-- Opening Marker --

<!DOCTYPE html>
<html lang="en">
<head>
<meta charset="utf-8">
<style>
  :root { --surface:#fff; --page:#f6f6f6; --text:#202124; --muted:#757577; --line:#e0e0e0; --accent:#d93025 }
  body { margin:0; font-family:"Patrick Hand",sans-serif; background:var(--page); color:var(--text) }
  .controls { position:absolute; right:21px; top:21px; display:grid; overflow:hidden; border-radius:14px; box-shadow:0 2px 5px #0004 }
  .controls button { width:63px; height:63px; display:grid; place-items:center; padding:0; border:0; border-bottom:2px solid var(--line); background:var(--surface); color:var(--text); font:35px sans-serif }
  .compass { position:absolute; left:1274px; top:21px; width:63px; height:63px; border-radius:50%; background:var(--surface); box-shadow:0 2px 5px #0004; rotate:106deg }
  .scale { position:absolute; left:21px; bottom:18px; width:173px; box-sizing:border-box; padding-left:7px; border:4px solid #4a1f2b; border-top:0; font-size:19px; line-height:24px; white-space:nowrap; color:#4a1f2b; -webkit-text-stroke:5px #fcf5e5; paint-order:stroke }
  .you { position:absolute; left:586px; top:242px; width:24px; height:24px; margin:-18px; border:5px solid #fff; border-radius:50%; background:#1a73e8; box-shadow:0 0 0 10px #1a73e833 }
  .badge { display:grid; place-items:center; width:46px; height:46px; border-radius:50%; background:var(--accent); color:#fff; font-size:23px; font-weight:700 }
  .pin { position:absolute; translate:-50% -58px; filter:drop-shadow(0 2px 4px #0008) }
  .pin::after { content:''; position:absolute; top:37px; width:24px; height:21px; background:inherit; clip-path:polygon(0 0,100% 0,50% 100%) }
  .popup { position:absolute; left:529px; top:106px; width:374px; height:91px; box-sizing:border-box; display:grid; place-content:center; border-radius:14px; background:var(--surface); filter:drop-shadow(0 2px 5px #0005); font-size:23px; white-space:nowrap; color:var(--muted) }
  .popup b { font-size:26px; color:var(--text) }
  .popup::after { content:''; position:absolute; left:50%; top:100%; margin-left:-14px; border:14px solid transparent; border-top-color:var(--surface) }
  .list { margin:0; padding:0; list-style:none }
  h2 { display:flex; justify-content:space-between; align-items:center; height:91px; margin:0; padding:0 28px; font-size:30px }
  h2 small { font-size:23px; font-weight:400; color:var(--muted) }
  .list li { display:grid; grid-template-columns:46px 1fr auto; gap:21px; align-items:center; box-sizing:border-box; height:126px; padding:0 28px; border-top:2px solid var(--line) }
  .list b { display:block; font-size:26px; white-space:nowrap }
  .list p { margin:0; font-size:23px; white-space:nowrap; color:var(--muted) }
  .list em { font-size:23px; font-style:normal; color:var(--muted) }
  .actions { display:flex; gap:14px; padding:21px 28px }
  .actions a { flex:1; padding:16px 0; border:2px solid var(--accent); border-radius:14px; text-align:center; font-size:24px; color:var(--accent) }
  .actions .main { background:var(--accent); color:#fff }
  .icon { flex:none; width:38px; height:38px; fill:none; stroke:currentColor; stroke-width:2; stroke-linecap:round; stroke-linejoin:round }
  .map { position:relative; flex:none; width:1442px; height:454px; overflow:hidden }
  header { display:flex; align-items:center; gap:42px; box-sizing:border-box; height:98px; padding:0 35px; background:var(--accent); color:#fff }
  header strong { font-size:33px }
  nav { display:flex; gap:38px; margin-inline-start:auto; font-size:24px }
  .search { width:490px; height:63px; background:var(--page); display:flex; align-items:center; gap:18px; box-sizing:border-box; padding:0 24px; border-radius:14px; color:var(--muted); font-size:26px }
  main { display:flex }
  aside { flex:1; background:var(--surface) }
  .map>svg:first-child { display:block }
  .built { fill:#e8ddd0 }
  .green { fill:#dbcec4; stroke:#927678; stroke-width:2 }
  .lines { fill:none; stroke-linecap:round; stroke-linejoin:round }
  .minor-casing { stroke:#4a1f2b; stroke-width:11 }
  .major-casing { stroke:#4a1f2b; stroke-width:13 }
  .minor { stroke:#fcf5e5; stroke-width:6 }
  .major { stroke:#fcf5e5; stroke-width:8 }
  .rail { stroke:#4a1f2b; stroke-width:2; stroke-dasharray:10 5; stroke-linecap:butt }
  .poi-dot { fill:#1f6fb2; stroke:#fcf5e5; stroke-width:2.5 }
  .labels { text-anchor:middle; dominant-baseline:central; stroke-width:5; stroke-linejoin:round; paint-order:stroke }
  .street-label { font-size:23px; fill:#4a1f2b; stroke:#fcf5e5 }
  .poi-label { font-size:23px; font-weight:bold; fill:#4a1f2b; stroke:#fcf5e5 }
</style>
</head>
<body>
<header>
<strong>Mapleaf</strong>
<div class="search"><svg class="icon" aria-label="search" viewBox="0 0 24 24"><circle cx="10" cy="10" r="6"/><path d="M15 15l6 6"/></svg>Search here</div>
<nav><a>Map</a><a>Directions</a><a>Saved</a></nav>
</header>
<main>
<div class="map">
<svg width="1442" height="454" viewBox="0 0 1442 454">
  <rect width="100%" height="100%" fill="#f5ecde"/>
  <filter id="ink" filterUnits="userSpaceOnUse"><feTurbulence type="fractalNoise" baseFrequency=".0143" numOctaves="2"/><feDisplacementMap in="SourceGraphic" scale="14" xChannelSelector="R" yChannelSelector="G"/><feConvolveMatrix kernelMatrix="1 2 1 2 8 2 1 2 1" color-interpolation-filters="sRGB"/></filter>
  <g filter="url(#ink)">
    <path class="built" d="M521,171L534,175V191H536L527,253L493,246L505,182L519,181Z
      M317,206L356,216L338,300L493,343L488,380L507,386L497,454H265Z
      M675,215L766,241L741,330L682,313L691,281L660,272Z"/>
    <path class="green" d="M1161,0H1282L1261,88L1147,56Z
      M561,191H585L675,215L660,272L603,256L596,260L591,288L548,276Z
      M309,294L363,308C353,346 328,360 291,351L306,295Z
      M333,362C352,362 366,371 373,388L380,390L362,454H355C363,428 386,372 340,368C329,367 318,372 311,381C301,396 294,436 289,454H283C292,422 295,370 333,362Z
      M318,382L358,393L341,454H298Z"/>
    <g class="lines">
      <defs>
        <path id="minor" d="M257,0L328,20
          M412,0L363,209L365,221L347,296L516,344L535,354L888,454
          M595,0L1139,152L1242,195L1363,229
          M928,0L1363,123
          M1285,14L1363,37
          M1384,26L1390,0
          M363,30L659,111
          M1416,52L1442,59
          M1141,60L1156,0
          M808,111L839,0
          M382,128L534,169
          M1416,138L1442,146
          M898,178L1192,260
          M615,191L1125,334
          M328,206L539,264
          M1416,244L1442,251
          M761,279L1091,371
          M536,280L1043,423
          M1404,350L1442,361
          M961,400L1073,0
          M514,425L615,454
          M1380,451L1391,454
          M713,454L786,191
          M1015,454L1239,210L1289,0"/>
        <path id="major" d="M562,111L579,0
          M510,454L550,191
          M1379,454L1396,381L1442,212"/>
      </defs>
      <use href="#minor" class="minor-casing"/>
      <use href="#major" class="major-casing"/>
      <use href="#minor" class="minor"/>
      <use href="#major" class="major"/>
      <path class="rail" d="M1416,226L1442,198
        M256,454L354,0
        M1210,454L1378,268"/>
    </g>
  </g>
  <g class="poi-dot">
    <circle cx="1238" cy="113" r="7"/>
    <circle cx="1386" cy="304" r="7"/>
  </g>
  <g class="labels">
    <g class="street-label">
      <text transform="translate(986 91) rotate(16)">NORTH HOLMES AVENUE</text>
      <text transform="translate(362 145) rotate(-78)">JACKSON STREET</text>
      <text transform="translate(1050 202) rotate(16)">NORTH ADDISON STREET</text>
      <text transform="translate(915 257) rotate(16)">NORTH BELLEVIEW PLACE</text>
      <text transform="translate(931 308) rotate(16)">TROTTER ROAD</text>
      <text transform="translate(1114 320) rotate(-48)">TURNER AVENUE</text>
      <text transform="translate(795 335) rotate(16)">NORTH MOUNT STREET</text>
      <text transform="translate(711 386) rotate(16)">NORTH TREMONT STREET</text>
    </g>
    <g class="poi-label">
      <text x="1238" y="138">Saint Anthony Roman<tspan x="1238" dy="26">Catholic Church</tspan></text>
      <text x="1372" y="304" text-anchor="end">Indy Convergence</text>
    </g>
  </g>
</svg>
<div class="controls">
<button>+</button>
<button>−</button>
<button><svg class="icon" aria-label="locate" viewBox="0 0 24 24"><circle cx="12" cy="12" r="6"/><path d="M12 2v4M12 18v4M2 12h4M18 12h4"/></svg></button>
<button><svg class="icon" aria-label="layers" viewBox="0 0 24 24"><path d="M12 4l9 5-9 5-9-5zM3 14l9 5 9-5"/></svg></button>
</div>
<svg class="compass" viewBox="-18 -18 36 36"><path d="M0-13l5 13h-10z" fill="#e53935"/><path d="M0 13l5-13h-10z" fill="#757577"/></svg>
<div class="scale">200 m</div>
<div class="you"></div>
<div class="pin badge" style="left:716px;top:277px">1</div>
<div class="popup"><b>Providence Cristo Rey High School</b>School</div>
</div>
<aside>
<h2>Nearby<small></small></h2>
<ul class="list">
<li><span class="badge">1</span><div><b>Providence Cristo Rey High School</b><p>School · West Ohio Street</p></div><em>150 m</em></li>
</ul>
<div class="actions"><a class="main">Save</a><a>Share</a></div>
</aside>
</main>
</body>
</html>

-- Closing Marker --
-- Opening Marker --

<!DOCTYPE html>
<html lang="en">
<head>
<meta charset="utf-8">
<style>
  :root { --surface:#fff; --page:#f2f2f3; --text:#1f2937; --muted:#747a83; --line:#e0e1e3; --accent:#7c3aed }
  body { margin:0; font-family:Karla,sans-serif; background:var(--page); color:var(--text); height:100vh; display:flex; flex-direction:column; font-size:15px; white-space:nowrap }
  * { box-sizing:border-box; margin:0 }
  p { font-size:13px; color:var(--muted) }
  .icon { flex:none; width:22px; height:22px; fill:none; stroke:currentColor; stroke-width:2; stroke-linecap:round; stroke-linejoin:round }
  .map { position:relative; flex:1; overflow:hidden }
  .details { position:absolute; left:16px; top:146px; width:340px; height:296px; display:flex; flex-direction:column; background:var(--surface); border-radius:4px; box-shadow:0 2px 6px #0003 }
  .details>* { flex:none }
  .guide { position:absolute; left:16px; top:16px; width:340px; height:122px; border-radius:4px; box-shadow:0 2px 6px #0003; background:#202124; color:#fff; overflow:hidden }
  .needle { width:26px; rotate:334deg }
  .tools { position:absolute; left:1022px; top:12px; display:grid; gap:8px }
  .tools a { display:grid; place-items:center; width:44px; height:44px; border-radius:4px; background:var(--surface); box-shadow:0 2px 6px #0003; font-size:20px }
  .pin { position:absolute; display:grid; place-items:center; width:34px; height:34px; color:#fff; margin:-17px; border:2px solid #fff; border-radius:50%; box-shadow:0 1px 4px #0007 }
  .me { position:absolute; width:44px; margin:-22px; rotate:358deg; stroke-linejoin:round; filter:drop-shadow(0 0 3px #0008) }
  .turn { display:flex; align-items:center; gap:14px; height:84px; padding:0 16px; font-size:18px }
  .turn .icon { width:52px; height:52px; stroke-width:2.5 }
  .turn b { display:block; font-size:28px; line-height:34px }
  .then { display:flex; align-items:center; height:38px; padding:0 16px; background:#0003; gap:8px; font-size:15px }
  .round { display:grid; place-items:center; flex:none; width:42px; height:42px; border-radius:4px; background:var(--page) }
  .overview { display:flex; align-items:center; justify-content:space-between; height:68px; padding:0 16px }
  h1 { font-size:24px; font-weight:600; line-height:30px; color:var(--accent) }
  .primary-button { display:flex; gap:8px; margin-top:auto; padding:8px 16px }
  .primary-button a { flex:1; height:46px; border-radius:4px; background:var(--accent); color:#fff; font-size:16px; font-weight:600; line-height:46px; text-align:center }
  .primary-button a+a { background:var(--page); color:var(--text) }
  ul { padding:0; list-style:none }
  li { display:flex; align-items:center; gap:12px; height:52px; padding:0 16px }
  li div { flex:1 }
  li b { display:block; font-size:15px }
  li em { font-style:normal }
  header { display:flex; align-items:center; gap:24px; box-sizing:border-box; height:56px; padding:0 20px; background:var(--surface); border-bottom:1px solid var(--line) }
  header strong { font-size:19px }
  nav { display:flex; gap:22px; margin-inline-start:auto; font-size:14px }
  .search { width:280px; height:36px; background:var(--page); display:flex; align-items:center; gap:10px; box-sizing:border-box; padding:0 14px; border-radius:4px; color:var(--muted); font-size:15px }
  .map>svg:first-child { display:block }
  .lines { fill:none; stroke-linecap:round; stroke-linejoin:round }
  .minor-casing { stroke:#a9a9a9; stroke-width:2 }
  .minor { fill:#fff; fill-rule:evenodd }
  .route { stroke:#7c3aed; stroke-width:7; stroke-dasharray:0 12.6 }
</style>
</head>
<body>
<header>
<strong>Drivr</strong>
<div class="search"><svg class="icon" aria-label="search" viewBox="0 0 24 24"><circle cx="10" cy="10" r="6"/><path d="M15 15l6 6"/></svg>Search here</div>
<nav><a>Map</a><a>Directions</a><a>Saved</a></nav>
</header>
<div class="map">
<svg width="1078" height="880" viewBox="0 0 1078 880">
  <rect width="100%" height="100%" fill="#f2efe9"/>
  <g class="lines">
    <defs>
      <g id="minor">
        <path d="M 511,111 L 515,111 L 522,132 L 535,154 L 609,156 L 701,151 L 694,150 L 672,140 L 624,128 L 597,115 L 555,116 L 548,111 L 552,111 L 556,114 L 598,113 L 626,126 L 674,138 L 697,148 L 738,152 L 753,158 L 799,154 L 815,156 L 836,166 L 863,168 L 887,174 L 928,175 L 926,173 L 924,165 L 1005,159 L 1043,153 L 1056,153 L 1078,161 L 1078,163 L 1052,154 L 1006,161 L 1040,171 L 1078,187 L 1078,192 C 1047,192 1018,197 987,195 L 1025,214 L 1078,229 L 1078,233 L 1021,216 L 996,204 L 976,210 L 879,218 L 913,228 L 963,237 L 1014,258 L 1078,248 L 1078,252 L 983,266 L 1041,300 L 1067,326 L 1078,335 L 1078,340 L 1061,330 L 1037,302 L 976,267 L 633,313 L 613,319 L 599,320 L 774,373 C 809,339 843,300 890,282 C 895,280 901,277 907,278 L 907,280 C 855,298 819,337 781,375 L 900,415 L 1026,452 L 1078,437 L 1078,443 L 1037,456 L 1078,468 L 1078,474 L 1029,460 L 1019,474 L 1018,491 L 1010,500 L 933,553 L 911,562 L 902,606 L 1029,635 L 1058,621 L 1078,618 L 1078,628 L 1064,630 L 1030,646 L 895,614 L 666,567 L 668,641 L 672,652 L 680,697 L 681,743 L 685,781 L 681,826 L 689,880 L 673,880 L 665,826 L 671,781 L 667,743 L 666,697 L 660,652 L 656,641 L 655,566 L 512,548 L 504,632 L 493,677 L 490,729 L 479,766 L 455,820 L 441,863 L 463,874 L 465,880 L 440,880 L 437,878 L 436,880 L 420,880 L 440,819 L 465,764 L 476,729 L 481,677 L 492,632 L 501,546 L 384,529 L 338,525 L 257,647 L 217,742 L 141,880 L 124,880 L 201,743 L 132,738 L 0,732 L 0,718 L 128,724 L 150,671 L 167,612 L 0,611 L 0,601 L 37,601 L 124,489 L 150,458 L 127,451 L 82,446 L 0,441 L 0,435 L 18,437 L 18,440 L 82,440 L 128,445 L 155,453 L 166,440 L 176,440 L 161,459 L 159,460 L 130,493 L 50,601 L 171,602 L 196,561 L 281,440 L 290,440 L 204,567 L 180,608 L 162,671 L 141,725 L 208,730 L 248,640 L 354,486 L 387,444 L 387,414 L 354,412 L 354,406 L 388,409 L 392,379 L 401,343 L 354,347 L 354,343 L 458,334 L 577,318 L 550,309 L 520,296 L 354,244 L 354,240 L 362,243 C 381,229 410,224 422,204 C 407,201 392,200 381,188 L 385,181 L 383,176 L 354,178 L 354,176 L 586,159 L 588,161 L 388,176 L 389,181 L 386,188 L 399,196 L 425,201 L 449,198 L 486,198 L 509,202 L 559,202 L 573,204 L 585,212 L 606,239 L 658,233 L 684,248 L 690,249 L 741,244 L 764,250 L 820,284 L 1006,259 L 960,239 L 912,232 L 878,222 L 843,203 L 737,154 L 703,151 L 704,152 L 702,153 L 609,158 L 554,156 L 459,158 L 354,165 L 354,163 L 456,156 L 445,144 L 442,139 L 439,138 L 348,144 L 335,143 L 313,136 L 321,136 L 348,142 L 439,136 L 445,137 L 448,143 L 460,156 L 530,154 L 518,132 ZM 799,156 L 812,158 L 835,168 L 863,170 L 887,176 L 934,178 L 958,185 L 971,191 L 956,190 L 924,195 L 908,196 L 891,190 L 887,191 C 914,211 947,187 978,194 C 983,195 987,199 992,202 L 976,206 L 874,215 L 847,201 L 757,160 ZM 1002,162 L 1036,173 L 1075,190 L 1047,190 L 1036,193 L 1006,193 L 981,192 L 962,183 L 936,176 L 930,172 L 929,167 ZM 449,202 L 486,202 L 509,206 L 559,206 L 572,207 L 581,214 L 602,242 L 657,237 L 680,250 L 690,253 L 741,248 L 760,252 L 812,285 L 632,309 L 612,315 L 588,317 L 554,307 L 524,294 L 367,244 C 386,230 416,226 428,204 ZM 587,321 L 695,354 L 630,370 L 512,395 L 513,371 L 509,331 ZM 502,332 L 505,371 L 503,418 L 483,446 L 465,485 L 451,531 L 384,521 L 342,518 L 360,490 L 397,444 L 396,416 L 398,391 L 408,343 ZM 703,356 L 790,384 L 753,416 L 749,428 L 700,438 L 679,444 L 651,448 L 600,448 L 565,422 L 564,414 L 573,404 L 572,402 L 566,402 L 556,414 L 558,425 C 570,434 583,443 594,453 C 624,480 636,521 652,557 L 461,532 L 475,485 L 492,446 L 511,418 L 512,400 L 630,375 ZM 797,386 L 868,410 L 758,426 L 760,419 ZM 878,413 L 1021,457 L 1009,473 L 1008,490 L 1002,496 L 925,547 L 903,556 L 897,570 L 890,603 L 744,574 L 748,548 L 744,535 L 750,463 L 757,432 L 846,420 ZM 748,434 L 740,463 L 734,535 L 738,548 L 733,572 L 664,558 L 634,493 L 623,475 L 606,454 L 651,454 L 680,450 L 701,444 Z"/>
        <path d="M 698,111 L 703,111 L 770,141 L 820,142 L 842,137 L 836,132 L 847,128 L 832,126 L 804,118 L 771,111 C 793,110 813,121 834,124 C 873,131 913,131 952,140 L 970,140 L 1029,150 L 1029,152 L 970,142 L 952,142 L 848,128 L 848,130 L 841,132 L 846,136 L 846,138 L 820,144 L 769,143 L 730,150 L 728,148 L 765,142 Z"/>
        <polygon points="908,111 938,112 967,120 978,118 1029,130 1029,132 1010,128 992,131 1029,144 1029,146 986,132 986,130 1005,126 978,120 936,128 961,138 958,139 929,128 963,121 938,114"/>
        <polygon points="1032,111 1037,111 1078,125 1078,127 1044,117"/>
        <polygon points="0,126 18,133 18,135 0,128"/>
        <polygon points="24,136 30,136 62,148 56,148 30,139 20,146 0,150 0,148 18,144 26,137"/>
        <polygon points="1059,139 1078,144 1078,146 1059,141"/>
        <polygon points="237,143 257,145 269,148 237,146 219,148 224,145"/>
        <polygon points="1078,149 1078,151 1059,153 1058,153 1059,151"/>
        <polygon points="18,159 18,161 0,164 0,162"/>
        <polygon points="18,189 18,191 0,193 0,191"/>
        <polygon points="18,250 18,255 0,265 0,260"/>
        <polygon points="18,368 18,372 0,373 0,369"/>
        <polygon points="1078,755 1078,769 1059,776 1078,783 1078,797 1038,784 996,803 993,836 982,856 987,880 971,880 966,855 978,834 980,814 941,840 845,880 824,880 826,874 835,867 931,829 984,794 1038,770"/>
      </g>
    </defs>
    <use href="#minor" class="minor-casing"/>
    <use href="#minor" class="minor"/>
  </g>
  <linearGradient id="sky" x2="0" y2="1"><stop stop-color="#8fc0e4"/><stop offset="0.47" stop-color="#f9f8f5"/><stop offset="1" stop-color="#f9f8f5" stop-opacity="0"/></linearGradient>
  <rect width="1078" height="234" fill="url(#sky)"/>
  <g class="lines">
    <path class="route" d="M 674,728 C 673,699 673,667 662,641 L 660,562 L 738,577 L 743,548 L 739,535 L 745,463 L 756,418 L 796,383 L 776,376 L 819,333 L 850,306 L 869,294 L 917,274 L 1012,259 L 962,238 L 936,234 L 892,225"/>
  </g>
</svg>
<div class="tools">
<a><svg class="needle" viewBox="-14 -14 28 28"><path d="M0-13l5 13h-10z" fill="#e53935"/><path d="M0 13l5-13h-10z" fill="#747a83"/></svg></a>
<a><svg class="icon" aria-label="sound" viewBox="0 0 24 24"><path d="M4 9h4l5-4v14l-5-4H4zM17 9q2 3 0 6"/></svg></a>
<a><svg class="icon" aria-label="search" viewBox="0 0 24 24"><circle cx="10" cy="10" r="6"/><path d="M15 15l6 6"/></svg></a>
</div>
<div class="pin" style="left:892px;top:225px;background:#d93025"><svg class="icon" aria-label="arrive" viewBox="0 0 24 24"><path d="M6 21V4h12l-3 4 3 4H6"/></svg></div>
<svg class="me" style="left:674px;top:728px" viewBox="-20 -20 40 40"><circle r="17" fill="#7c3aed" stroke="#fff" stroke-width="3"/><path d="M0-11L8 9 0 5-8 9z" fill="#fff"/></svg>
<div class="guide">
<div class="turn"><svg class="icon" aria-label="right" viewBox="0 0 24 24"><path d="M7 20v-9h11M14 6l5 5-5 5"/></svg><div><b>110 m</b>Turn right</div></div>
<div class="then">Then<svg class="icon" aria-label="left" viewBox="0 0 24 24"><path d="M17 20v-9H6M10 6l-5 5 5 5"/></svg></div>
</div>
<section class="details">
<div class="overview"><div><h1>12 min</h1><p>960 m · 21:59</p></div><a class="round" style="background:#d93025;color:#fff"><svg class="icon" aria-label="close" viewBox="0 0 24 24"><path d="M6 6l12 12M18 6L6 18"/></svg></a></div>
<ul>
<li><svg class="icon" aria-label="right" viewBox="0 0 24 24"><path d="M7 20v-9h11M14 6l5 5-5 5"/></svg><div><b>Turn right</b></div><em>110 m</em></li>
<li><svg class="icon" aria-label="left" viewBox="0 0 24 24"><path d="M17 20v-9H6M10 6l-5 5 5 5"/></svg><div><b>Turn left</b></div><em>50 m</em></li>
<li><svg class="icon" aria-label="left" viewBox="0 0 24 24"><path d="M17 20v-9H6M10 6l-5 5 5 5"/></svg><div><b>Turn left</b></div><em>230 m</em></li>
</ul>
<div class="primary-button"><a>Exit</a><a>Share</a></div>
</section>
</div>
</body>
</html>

-- Closing Marker --

Problem to work on ->
Only the lines containing "tools" are needed; pull them out of the listing.

Response to this exercise ->
  .tools { position:absolute; left:1022px; top:12px; display:grid; gap:8px }
  .tools a { display:grid; place-items:center; width:44px; height:44px; border-radius:4px; background:var(--surface); box-shadow:0 2px 6px #0003; font-size:20px }
<div class="tools">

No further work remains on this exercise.